Exercise description -> Please return every line from the entries that has the string "summary" in it.

########

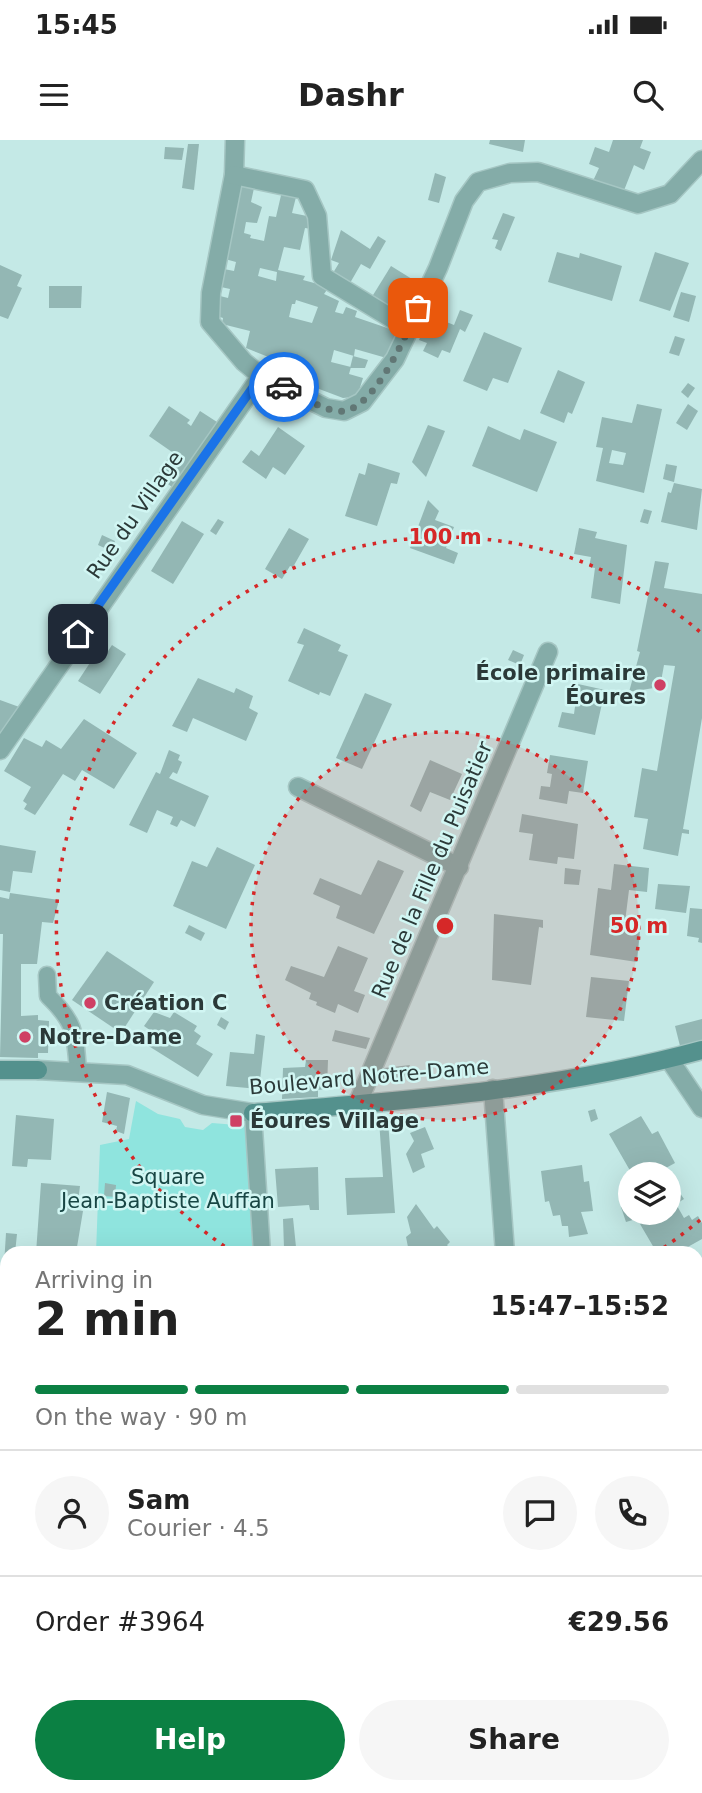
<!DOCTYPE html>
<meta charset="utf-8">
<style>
body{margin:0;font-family:"DejaVu Sans",sans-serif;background:#f6f6f6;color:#222;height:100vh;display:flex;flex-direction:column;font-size:26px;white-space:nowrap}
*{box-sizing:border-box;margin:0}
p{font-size:23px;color:#767676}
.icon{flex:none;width:38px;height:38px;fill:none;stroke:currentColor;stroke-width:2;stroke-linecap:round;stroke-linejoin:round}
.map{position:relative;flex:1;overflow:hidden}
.side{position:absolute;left:0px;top:1106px;width:704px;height:548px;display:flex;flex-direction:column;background:#fff;border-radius:21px 21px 0 0;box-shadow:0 7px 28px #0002}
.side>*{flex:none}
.tools{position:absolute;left:618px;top:1022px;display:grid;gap:14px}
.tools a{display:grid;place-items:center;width:63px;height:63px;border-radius:50%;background:#fff;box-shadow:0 7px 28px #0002;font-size:35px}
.pin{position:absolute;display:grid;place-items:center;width:60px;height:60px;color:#fff;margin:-30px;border-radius:14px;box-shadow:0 4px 10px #0006}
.courier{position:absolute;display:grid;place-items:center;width:70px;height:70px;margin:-35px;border:5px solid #1a73e8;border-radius:50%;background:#fff;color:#222;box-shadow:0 2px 9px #0007}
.summary em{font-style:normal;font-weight:800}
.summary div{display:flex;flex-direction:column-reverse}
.summary{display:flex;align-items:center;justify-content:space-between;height:119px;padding:0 35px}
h1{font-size:46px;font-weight:800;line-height:52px}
.bar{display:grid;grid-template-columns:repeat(4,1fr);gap:10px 7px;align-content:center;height:84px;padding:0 35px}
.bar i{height:9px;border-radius:5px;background:#e0e0e0}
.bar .current{background:#0b8043}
.bar p{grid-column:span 4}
.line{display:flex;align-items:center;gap:18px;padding:0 35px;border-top:2px solid #e0e0e0}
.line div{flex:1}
.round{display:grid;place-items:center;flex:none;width:74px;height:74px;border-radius:37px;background:#f6f6f6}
.action{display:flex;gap:14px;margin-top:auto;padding:14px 35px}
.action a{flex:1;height:80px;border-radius:42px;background:#0b8043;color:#fff;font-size:28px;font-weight:800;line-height:80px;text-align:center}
.action a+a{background:#f6f6f6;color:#222}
.status{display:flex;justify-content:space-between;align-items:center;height:49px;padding:0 35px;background:#fff;direction:ltr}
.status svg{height:19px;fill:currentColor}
header{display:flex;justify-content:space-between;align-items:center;height:91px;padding:0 35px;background:#fff;font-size:32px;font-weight:800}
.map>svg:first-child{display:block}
.green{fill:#8fe4de}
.building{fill:#93b7b4;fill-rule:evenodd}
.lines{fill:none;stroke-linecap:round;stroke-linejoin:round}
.lane-casing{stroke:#a5c6c3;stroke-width:19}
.street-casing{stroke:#a5c6c3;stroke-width:21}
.secondary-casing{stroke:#a5c6c3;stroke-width:21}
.lane{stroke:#84aca8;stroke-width:16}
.street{stroke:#84aca8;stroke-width:18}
.secondary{stroke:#54918d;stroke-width:18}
.done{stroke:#617775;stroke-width:7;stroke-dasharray:0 12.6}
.route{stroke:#1a73e8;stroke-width:9}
.ring{fill:none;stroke:#d62828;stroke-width:3.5;stroke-dasharray:3.5 7}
.poi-dot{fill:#cf4064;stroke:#d1f6f3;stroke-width:2.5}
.labels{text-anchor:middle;stroke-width:5;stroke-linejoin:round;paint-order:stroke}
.street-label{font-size:21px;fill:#2b3938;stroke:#d1f6f3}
.poi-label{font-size:21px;font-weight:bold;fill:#2b3938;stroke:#d1f6f3;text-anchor:start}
.park-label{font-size:21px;fill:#184644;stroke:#d1f6f3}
.centre{fill:#d62828;stroke:#d1f6f3;stroke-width:3.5}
.ring-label{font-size:21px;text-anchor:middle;font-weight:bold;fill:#d62828;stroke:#d1f6f3;stroke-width:5;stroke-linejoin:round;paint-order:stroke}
</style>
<div class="status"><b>15:45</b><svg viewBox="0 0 49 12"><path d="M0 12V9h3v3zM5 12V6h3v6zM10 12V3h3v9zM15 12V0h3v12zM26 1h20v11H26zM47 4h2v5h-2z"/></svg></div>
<header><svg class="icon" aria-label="menu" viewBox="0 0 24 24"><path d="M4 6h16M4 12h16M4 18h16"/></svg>Dashr<svg class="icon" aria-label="search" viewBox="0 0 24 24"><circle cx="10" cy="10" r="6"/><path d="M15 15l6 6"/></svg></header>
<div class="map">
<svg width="702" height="1653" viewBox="0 0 702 1653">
<rect width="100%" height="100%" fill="#c4e9e6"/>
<!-- green -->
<path class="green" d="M136,961L158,974L180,979L185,987L203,990L212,983L249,986L256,1113H96L100,1005L129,999Z"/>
<!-- building -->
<g class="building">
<path d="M490,0H525L523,12L489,4Z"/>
<path d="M613,0H643L640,8L651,12L644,30L634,25L623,53L593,41L599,28L589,24L595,7L609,12Z"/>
<path d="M188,4H199L194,50L182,48Z"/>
<path d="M165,7L184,8L182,20L164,19Z"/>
<path d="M435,33L446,37L439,63L428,60Z"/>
<path d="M238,45L254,48L251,62L262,67L257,83L246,82L244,93L251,95L250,98L264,101L269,76L276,77L282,51L297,53L292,73L312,77V89L305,88L300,110L284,107L278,130L305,136L303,140L329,147L324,154L339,161L335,172L343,174L346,167L357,171L355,177L399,192L390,219L355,209L354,216L334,210L331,222L351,227L349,234L363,238L358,254L353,257L343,258L298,241L300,233L290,231L291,226L246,208L250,191L222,184L223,178L217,176L220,156L228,158L230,149L221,147L224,129L234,131L236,122L225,119ZM260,128L277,132L276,141L258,136ZM296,160L318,167L312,183L289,177L292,164H295Z"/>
<path d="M503,73L515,77L501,111L495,108L498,100L492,99Z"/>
<path d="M341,90L370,109L378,96L386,101L370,129L361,124L350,143L333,133L339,123L331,120Z"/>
<path d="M557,112L579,118L580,113L622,126L612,161L548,142Z"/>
<path d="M655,112L689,123L670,171L639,161Z"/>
<path d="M0,125L22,135L17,146L22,148L8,179L0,176Z"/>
<path d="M391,126L412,139L393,173L370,160Z"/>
<path d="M49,146H82L81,168H49Z"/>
<path d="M681,152L696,156L689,182L673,177Z"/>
<path d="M460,170L473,175L465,192L460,189L450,213L442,210L438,218L423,211L427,203L419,200L429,175L454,185Z"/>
<path d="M484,192L522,208L508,243L493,238L487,251L463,241Z"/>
<path d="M675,196L685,199L679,216L669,213Z"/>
<path d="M353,216L368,220L365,228H350Z"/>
<path d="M558,230L585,242L572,274L568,272L564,283L540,273Z"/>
<path d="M688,243L695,248L688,258L681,252Z"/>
<path d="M637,264L662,269L644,353L596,341L603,308L596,307L602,277L632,283ZM612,310L626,313L623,325L609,323Z"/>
<path d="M688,264L698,271L687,290L676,283Z"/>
<path d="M169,266L190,280L187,283L191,286L200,271L217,282L172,347L157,336L172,312L149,296Z"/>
<path d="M428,285L445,291L426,337L412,322Z"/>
<path d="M488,286L520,300L524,289L557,302L537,352L472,326Z"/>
<path d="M278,287L305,306L285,335L273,327L266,339L242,322L251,310L259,316Z"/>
<path d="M368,323L400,333L397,344L391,343L377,386L345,376L359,333L365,335Z"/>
<path d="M666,324L677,326L674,342L663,339Z"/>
<path d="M674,343L702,349L697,390L661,382L668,352L671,353Z"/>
<path d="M428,360L439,371L435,380L454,387L446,408L458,413L454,424L410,408Z"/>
<path d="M644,369L652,371L648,384L640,382Z"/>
<path d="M218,379L224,382L216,395L210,391Z"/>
<path d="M182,381L204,394L173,444L151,431Z"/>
<path d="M289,388L309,399L293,427L290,426L282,439L265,429Z"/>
<path d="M579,388L597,392L595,398L627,405L620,464L591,458L595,428L589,427L591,417L574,414Z"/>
<path d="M102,395L115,401L111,411L98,405Z"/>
<path d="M655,421L669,423L664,448L702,454V578L683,689L689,690V694L682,693L678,716L643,709L648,679L634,677L642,628L657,631L675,526L664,525L660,547L629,552L640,512L637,511Z"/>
<path d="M304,488L341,505L338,511L348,515L330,556L320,552L319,555L288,541L304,505L297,503Z"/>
<path d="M112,505L126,514L100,554L78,541L101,506L108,511Z"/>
<path d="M513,510L524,515L520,525L508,520Z"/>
<path d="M198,538L234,553L236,548L253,556L249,568L258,573L246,601L193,578L187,592L172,586Z"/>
<path d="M578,544L605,550L595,595L558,587L562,572L574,574Z"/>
<path d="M365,553L392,564L362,629L336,618Z"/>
<path d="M0,560L22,568L0,600Z"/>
<path d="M84,579L137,613L114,649L82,630L75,641L63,634L35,675L24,669L27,664L23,661L31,647L4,631L24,598L42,607L46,600L61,609Z"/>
<path d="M169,610L180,615L178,620L182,622L177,634L173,632L169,638L209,656L195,687L181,680L177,687L170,684L173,677L157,670L147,693L129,685L156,632L160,634Z"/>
<path d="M550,615L588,621L583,653L569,651L567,664L539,659L541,646L550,647L552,634L547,633Z"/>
<path d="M430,620L462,634L450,660L430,652L421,672L410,666Z"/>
<path d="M522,674L578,684L574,719L558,717L557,724L529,720L533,694L519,692Z"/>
<path d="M0,705L36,711L32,733L13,731L10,752L0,750Z"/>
<path d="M217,707L255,725L226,789L173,766L192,721L207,727Z"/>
<path d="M378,720L404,731L374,794L336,778L340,766L313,754L320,738L361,755Z"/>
<path d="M614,724L649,728L647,752L629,750L624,790L640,792L637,822L590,815L598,748L611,750Z"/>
<path d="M565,728L581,730L579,745L564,744Z"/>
<path d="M658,744L690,746L686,773L655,769Z"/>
<path d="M10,753L59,760L53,783L42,782L37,824H21V876L38,875V880L49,881L48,913H38V918L0,917L3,794H0V757L9,759Z"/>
<path d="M690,768L702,769V803L698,802L699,798L687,796Z"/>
<path d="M494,774L543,780V788L539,787L531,845L492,840Z"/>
<path d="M189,785L205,793L201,801L185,793Z"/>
<path d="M338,806L368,818L354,851L365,855L358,873L338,864L335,873L316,865L317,862L309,859L311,853L285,840L291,826L324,837Z"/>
<path d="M107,811L154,842L121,893L72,860Z"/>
<path d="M591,837L629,841L624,881L586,877Z"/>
<path d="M154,872L170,878L174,872L197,886L194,891L201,896L196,904L213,914L198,937L147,905L154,893L144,886Z"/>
<path d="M221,877L229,882L225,890L217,885Z"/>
<path d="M702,879V901L680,906L675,886Z"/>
<path d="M335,890L370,898L366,909L332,901Z"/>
<path d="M256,894L265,896L259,949L226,946L230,912L254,914Z"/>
<path d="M306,920H328L327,949L318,950V957L282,959L283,928L305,927Z"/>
<path d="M410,925L404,938L378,940L384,928Z"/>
<path d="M107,952L130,958L124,994L116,991L117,986L102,982Z"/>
<path d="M595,969L598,979L591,982L588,971Z"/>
<path d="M16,975L54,979L51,1020L28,1019L27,1027L12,1026Z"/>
<path d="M641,976L652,994L658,991L675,1023L655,1034H645L642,1028L632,1034L609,994Z"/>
<path d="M379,980L388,981L395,1073L347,1075L345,1038L383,1037Z"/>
<path d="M425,987L434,1009L421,1014L425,1027L413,1033L406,1014L414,1001L410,993Z"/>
<path d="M582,1025L584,1042L589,1041L593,1071L581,1072L588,1094L569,1097L568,1086H562L560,1075L553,1076L549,1061L545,1062L541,1031Z"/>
<path d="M318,1027L319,1070H310L309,1065L278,1067L275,1029Z"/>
<path d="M671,1040L684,1059L676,1064L684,1078L689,1075L692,1080L698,1076L702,1083V1099L677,1113H657L640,1084L659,1073H668V1042Z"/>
<path d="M41,1043L80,1046L77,1070L83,1071L76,1113H36Z"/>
<path d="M105,1043L116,1045L115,1057L104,1056Z"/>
<path d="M630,1062V1073H634L636,1079L626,1082L621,1067Z"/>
<path d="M416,1064L434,1089L437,1086L450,1102L447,1105L452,1111L470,1110V1113H413L408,1107L406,1097L411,1093L407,1077Z"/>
<path d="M293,1078L296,1107L284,1108L283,1079Z"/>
<path d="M6,1093L17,1094L15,1113H7V1189H0Z"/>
<path d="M696,1152L698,1155L702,1153V1183L696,1186Z"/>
<path d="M696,1212L698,1215L702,1212V1254L696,1258Z"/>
<path d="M0,1371L7,1373V1412L0,1410Z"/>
<path d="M702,1411V1443L696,1446V1413Z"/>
<path d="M696,1577H702V1614L696,1615Z"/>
</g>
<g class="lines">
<defs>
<g id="lane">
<path d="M47,835L48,856C76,883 75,894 78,931"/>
<path d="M253,973L262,1113"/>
<path d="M0,1361L7,1363"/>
</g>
<g id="street">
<path d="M235,0L234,35L211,153L210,182L244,222L261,236L326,268L344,271L362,262L395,219L438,128L464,61L478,42L510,33L538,32L638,64L670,54L702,20"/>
<path d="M234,35L305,50L317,76L322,136L409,189"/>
<path d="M0,610L261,236"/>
<path d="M298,647L459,727"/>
<path d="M669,919L702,968"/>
<path d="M38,930L127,935L203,965L253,973"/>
<path d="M493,949L505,1113"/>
<path d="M357,965L548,512"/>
<path d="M696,1559L702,1560"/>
</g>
<g id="secondary">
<path d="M0,930H38"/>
<path d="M253,973C403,961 557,950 702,910"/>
</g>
</defs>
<!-- lane casing -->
<use href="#lane" class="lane-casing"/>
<!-- street casing -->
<use href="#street" class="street-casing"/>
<!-- secondary casing -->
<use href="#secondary" class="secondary-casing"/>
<!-- lane -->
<use href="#lane" class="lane"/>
<!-- street -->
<use href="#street" class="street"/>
<!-- secondary -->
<use href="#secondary" class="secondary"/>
</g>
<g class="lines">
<!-- done -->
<path class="done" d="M284,247C300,255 325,273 344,271C376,266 406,195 418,168"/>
<!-- route -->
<path class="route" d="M78,494L261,236L284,247"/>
</g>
<!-- distance rings -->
<circle cx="445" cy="786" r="194" fill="#d62828" fill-opacity=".12"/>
<g class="ring">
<circle cx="445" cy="786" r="194"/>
<path d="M700 1080A389 389 0 0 1 657 1112M233 1112A389 389 0 1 1 700 492"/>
</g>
<!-- markers -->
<g class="poi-dot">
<circle cx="660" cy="545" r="7"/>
<circle cx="90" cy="863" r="7"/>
<circle cx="25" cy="897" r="7"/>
<rect x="229" y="974" width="14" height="14" rx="3.5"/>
</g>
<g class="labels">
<!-- street labels -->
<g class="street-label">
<text transform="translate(135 375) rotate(-55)" y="7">Rue du Village</text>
<text transform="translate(432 730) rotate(-67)" y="7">Rue de la Fille du Puisatier</text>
<text transform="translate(369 937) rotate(-5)" y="7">Boulevard Notre-Dame</text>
</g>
<!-- poi labels -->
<g class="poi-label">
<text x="646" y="540" text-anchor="end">École primaire<tspan x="646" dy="24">Éoures</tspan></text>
<text x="104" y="870">Création C</text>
<text x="39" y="904">Notre-Dame</text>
<text x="250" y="988">Éoures Village</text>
</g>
<!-- park labels -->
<g class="park-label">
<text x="168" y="1044">Square<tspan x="168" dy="24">Jean-Baptiste Auffan</tspan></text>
</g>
</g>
<circle cx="445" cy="786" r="10" class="centre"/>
<g class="ring-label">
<text x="445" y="404">100 m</text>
<text x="639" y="793">50 m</text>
</g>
</svg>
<div class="tools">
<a><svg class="icon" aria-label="layers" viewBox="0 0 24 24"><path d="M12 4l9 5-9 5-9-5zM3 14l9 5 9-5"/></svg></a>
</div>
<div class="pin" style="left:418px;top:168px;background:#ea580c"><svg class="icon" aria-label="bag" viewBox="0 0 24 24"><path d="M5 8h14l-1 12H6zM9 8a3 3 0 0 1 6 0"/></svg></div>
<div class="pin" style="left:78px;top:494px;background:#1f2937"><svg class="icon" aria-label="home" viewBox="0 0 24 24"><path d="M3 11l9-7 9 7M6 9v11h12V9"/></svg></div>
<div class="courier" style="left:284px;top:247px"><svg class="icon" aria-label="car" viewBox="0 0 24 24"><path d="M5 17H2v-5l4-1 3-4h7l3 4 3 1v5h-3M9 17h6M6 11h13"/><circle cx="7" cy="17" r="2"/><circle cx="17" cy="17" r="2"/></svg></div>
<section class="side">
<div class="summary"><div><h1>2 min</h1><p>Arriving in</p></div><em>15:47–15:52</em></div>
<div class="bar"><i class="current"></i><i class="current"></i><i class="current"></i><i></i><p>On the way · 90 m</p></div>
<div class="line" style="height:126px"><a class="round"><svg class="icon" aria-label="person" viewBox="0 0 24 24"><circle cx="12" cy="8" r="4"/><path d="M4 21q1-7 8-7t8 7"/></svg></a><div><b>Sam</b><p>Courier · 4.5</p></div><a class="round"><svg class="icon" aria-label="chat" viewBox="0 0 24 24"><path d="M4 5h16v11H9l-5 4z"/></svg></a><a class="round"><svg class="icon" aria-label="phone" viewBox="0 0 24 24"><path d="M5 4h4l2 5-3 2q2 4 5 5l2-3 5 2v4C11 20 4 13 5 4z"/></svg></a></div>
<div class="line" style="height:91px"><div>Order #3964</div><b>€29.56</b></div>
<div class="action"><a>Help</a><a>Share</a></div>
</section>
</div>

########

Response to the task ->
.summary em{font-style:normal;font-weight:800}
.summary div{display:flex;flex-direction:column-reverse}
.summary{display:flex;align-items:center;justify-content:space-between;height:119px;padding:0 35px}
<div class="summary"><div><h1>2 min</h1><p>Arriving in</p></div><em>15:47–15:52</em></div>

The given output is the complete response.